- Aim of the exercise: Keep the pictures out and restate every record exactly.

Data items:
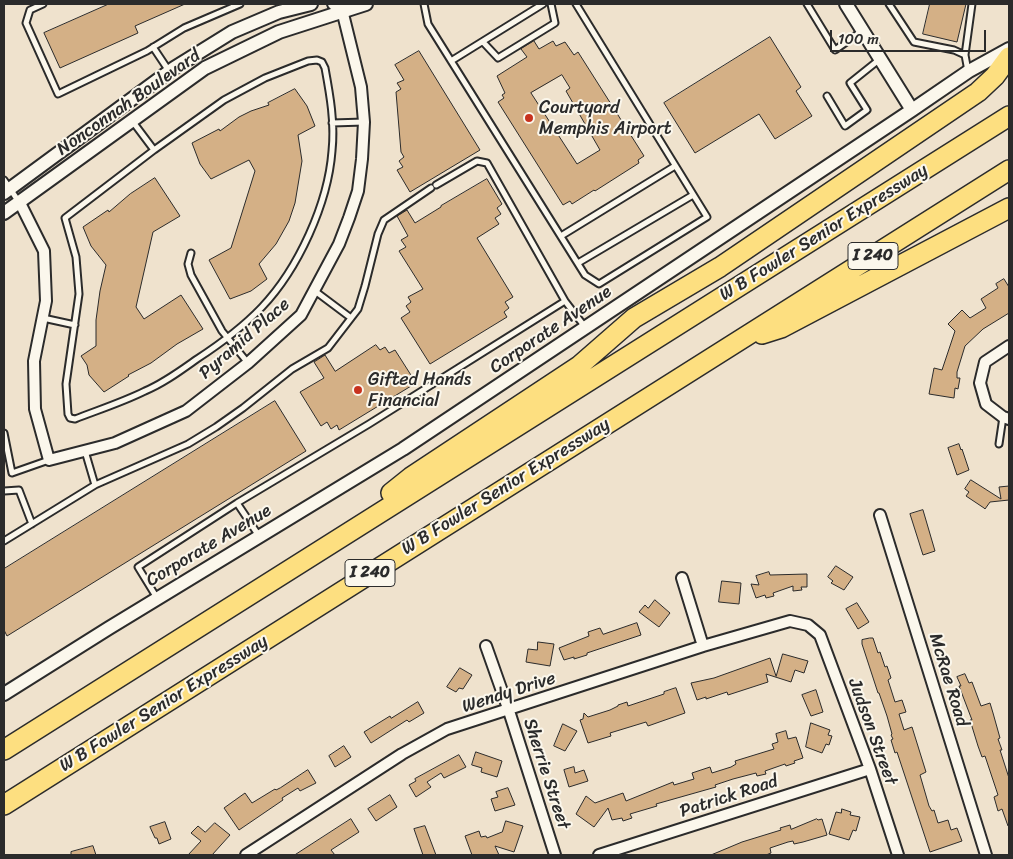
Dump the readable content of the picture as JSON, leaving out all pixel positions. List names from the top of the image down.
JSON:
{
  "streets": {
    "highway": ["W B Fowler Senior Expressway", "I 240"],
    "street": [
      "Nonconnah Boulevard",
      "Corporate Avenue",
      "Pyramid Place",
      "McRae Road",
      "Wendy Drive",
      "Judson Street",
      "Sherrie Street",
      "Patrick Road"
    ]
  },
  "crossings": [
    ["Nonconnah Boulevard", "Pyramid Place"],
    ["Wendy Drive", "Judson Street"],
    ["Wendy Drive", "Sherrie Street"],
    ["Judson Street", "Patrick Road"]
  ],
  "places": ["Courtyard Memphis Airport", "Gifted Hands Financial"],
  "scale_bar": "100 m"
}
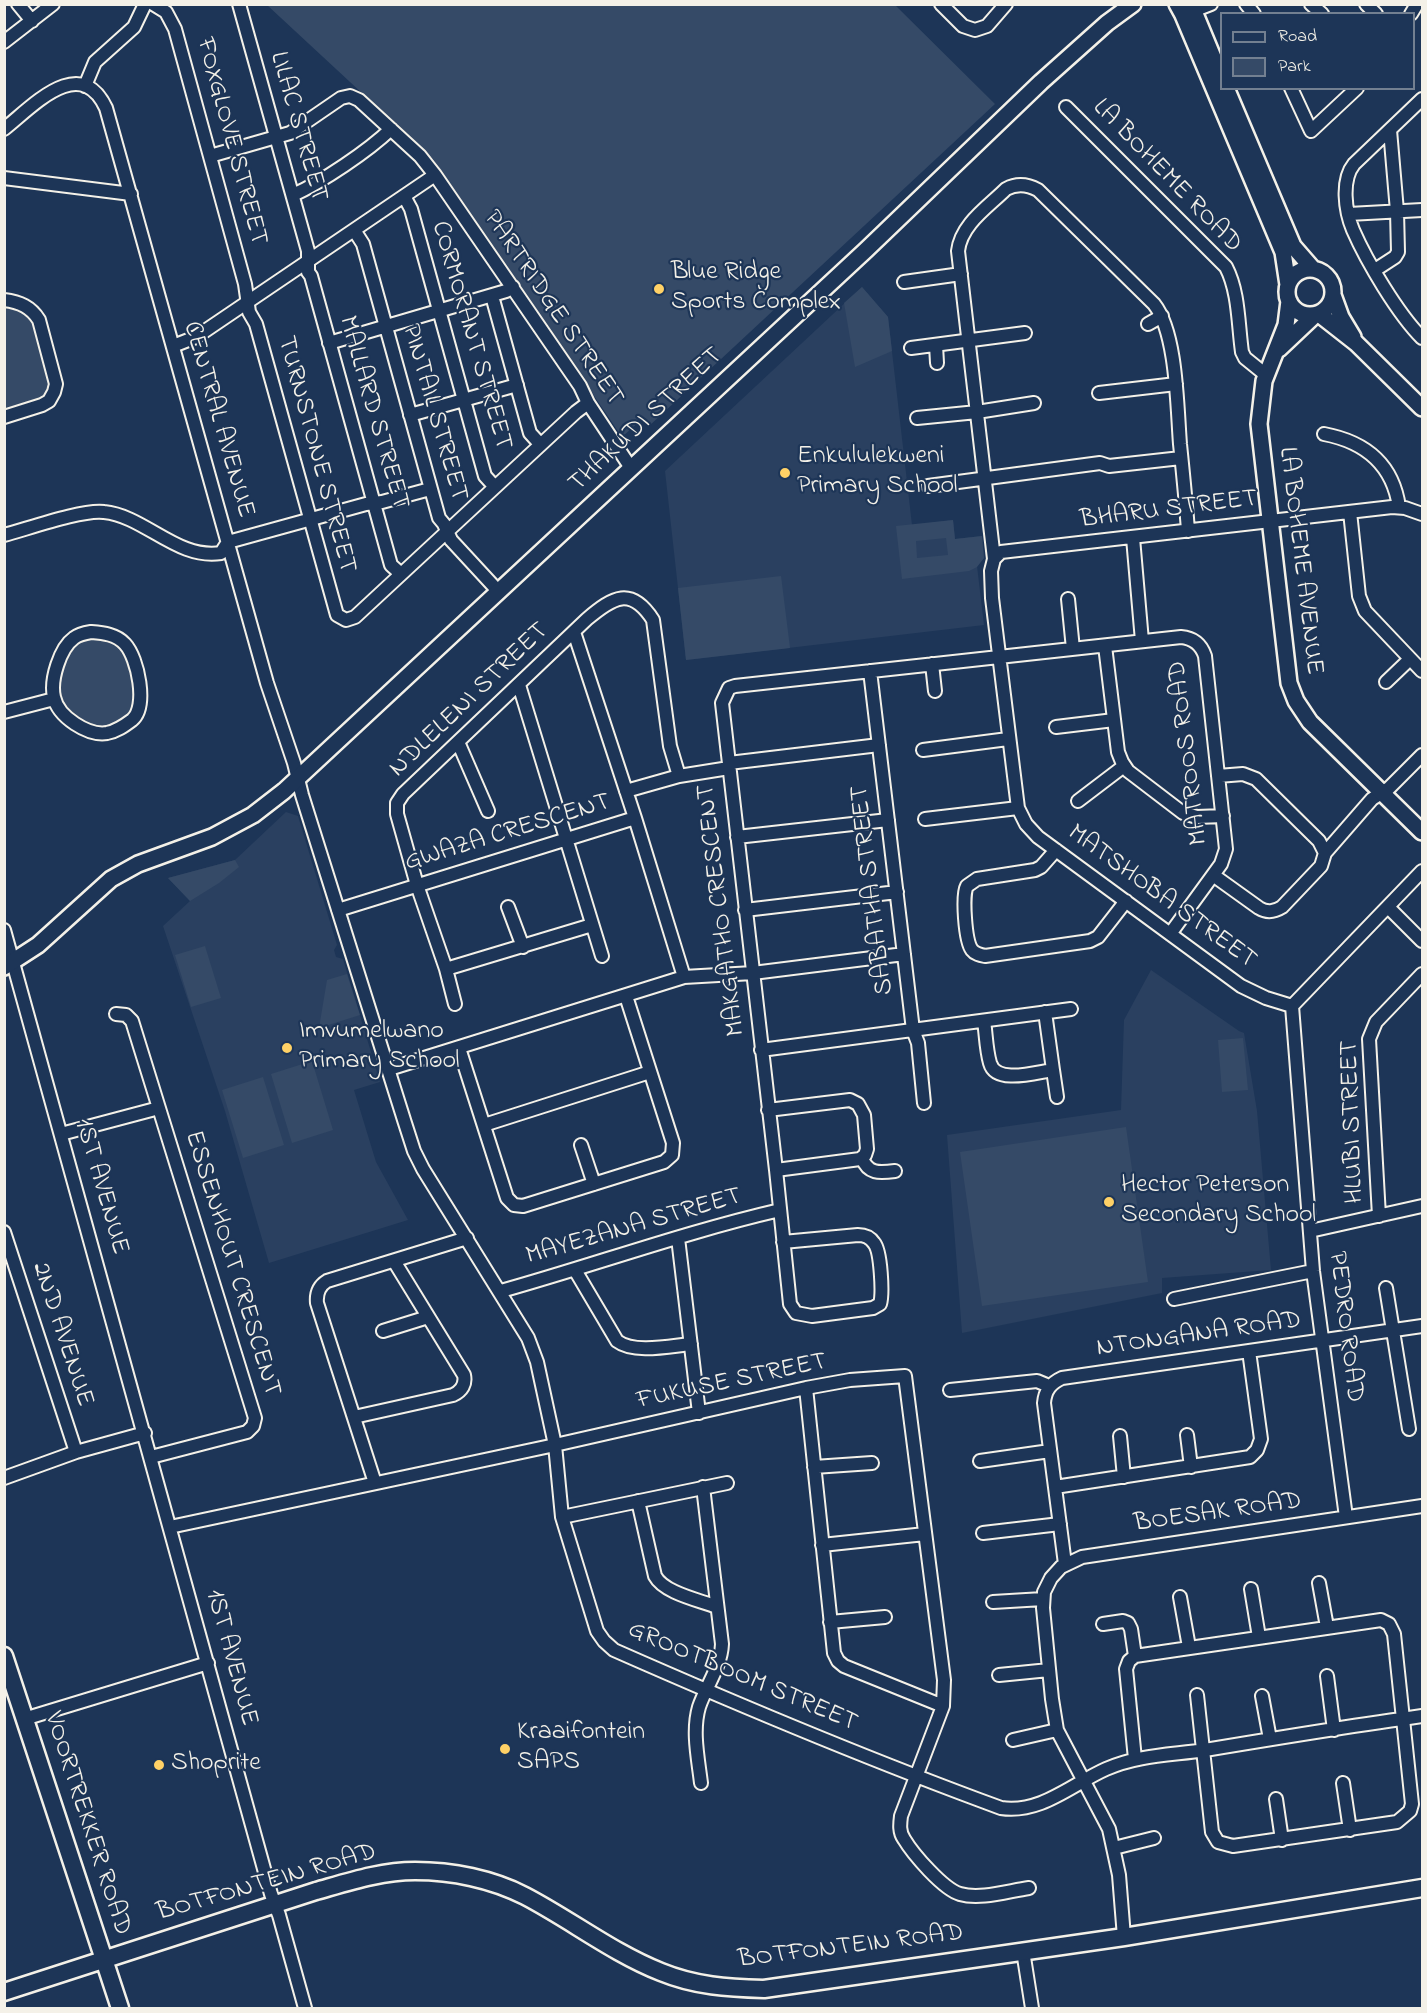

- Exercise result:
Dump the readable content of the picture as JSON, leaving out all pixel positions. List names from the top of the image down.
JSON:
{
  "streets": {
    "highway": ["W B Fowler Senior Expressway", "I 240"],
    "street": [
      "Nonconnah Boulevard",
      "Corporate Avenue",
      "Pyramid Place",
      "McRae Road",
      "Wendy Drive",
      "Judson Street",
      "Sherrie Street",
      "Patrick Road"
    ]
  },
  "crossings": [
    ["Nonconnah Boulevard", "Pyramid Place"],
    ["Wendy Drive", "Judson Street"],
    ["Wendy Drive", "Sherrie Street"],
    ["Judson Street", "Patrick Road"]
  ],
  "places": ["Courtyard Memphis Airport", "Gifted Hands Financial"],
  "scale_bar": "100 m"
}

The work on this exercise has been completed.